Histamine H3 and H4 receptors modulate Parkinson's disease induced brain pathology. Neuroprotective effects of nanowired BF-2649 and clobenpropit with anti-histamine-antibody therapy

by Sharma, Aruna; Muresanu, Dafin F.; Patnaik, Ranjana; Menon, Preeti K.; Tian, Z. Ryan; Sahib, Seaab; Castellani, Rudy J.; Nozari, Ala; Lafuente, Jose Vicente; Buzoianu, Anca D.; Skaper, Stephen D.; Bryukhovetskiy, Igor; Manzhulo, Igor; Wiklund, Lars; Sharm

Military personnel deployed in combat operations are highly prone to develop Parkinson's disease (PD) in later lives. PD largely involves dopaminergic pathways with hallmarks of increased alpha synuclein (ASNC), and phosphorylated tau (p-tau) in the cerebrospinal fluid (CSF) precipitating brain pathology. However, increased histaminergic nerve fibers in substantia nigra pars Compacta (SNpc), striatum (STr) and caudate putamen (CP) associated with upregulation of Histamine H3 receptors and downregulation of H4 receptors in human cases of PD is observed in postmortem cases. These findings indicate that modulation of histamine H3 and H4 receptors and/or histaminergic transmission may induce neuroprotection in PD induced brain pathology.
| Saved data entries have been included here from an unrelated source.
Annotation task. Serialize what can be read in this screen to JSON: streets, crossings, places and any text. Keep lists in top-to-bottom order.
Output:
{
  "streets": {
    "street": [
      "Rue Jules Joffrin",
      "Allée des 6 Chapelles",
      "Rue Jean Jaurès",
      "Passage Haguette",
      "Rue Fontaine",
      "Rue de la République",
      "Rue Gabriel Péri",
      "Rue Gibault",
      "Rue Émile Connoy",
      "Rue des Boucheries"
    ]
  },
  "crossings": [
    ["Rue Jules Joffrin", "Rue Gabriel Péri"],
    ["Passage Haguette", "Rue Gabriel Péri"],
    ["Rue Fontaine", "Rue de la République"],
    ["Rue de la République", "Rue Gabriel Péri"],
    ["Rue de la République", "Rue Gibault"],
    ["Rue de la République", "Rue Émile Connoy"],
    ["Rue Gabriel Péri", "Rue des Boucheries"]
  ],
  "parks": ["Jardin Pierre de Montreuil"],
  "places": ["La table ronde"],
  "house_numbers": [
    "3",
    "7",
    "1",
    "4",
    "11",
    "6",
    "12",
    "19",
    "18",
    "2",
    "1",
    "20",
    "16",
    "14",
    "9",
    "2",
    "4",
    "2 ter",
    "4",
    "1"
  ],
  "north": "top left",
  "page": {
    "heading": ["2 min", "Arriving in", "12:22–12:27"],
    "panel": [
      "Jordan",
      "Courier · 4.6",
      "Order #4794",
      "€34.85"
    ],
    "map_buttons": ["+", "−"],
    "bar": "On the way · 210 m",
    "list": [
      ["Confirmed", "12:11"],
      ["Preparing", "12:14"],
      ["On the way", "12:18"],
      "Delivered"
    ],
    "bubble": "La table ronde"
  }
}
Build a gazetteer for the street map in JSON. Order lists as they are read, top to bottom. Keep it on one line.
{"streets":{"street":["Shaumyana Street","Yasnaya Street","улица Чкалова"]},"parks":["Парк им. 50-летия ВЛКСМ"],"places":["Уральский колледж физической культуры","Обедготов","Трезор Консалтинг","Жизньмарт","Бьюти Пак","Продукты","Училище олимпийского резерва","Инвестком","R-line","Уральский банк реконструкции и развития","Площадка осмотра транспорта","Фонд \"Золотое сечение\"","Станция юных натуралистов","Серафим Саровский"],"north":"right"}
In this review effects of a potent histaminergic H3 receptor inverse agonist BF-2549 or clobenpropit (CLBPT) partial histamine H4 agonist with H3 receptor antagonist, in association with monoclonal anti-histamine antibodies (AHmAb) in PD brain pathology is discussed based on our own observations. Our investigation shows that chronic administration of conventional or TiO2 nanowired BF 2649 (1 mg/kg, i.p.) or CLBPT (1 mg/kg, i.p.) once daily for 1 week together with nanowired delivery of HAmAb (25 mu L) significantly thwarted ASNC and p-tau levels in the SNpC and STr and reduced PD induced brain pathology. These observations are the first to show the involvement of histamine receptors in PD and opens new avenues for the development of novel drug strategies in clinical strategies for PD, not reported earlier.